INDRAMAYU, (Fokuspantura.com),- Gejolak penolakan terhadap Kuwu Sukaslamet Kecamatan Kroya Kabupaten Indramayi, Jawa Barat, Rajudin, untuk aktif kembali, hingga terjadi penyegelan kantor desa oleh sejumlah orang yang mengatasnamakan masyarakat, memicu suasana desa menjadi kian memanas.

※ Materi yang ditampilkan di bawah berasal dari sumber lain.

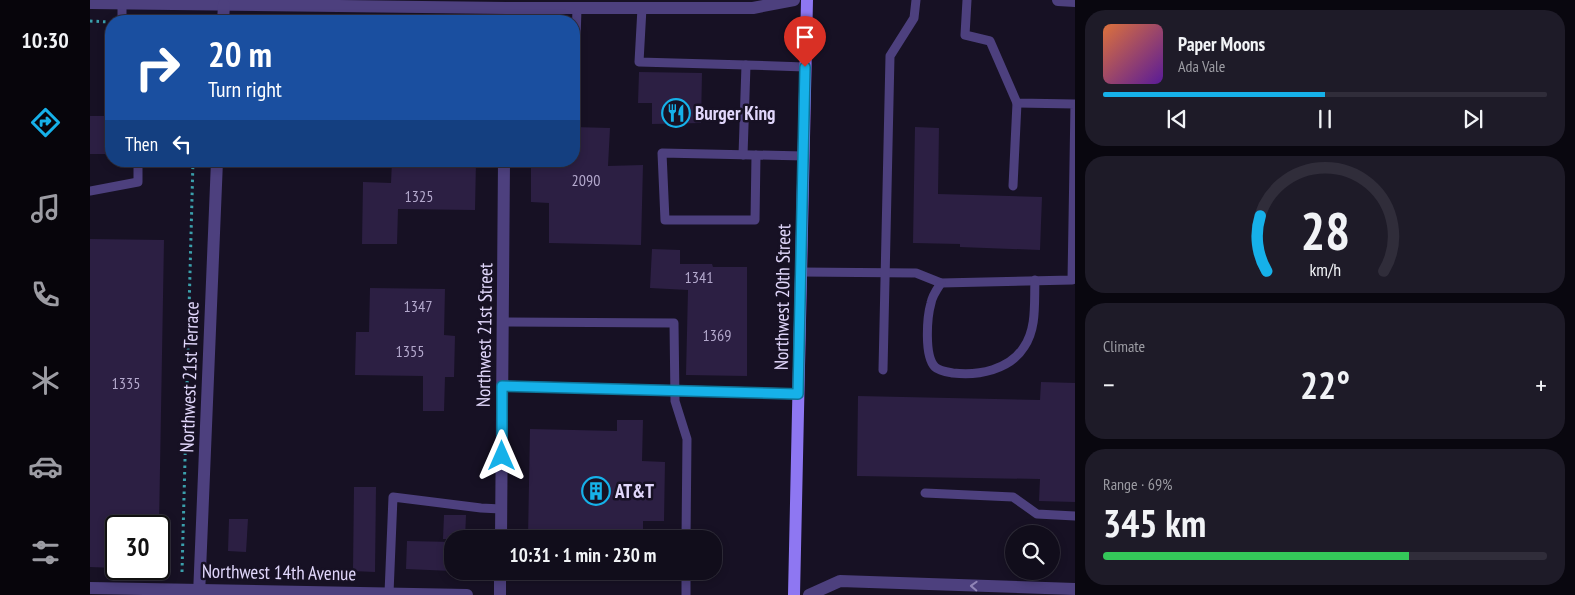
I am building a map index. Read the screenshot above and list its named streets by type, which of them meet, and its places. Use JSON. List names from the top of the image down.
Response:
{
  "streets": {
    "main road": ["Northwest 20th Street"],
    "street": ["Northwest 21st Street", "Northwest 21st Terrace", "Northwest 14th Avenue"]
  },
  "crossings": [
    ["Northwest 21st Terrace", "Northwest 14th Avenue"]
  ],
  "places": {
    "restaurant": ["Burger King"],
    "building": ["AT&T"]
  },
  "house_numbers": [
    "2090",
    "1325",
    "1341",
    "1347",
    "1369",
    "1355",
    "1335"
  ],
  "page": {
    "tabs": "10:30",
    "turn": ["20 m", "Turn right"],
    "song": ["Paper Moons", "Ada Vale"],
    "then": "Then",
    "tile": [
      "Climate",
      ["Range · 69%", "345 km"]
    ],
    "heat": ["−", "22°", "+"],
    "limit": "30",
    "trip": "10:31 · 1 min · 230 m",
    "gauge": ["28", "km/h"]
  }
}
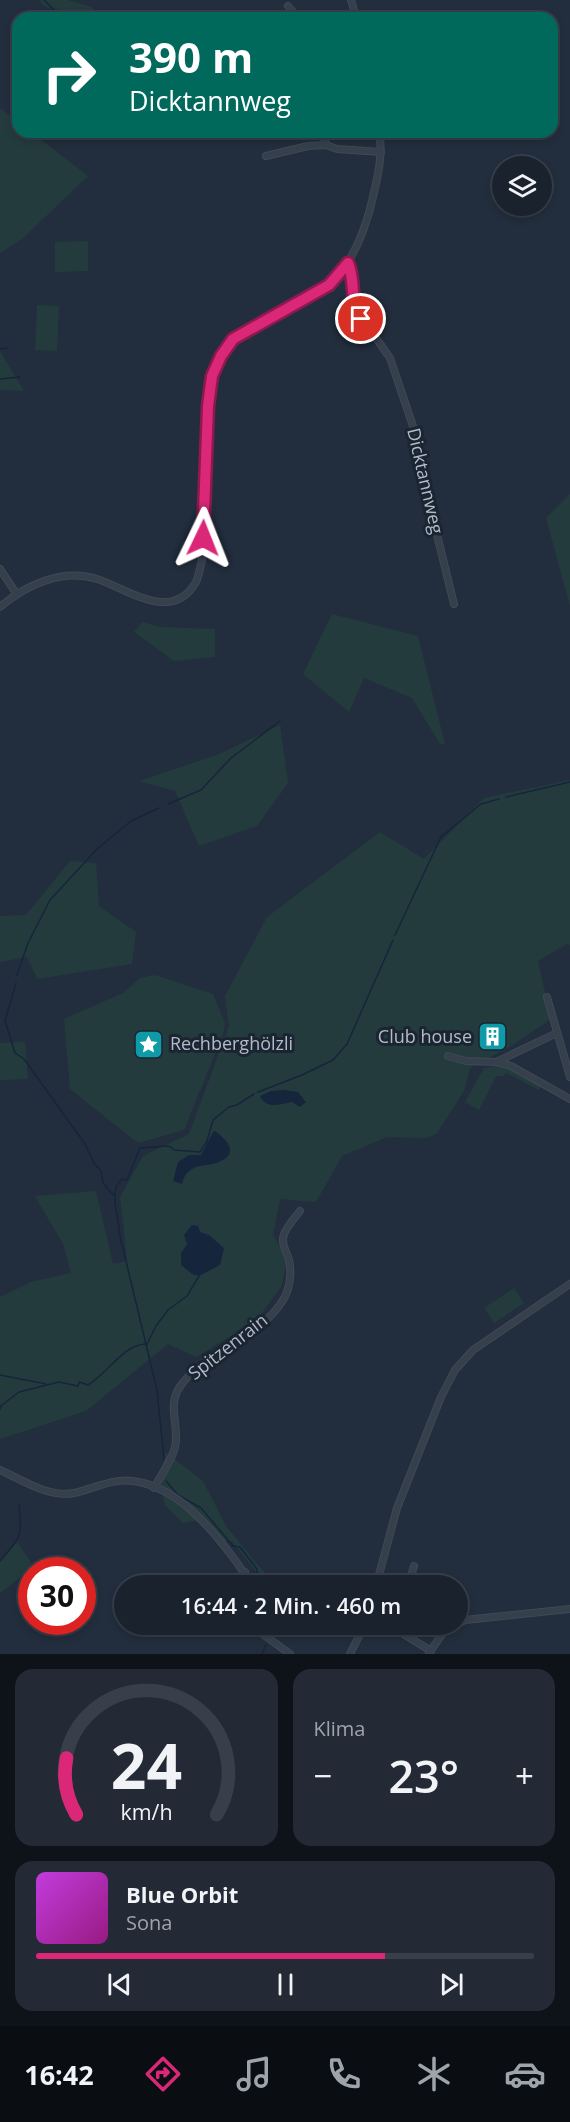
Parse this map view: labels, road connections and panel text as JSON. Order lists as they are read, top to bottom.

Bahkan mendapat tanggapan serius, Kuwu Sukaslamet, Rajudin, menurutnya penyegelan
penyegeal kantor desa dengan membentangkan sepanduk dipintu masuk, sama halnya melarang aktivitas pemerintahan, tindakan tersebut termasuk perbuatan melawan hukum.
“Penyegelan Kantor Desa Sukaslamet adalah tindakan melanggar hukum, untuk itu saya akan melaporkan kepada Polres Indramayu,” kata Rajudin, melalui sambungan telefon, Kamis, 6 Nopember 2025.
Dikatakannya, kantor desa merupakan fasilitas pemerintah, bukan milik kuwu ataupun sekelompok masyarakat, dengan adanya penyegelan secara otomatis pelayanan terhenti, sementara masyarakat masih membutuhkan pelayanan pemerintah desa, apalagi yang bersifat urgent.
“Masyarakat butu pelayanan, kalau kantor desanya disegel otomatis pelayanan terhenti,” ujarnya.
Rajudin juga mengatakan, penyegelan kantor desa dilakukan oleh sejumlah orang dari kelompok pendemo, hal itu terlihat dari dokumen berupa video yang beredar dan diserahkan kepada pihak kepolisian sebagaibalat bukti guna ditangani sesuai prosedur hukum yang berlaku.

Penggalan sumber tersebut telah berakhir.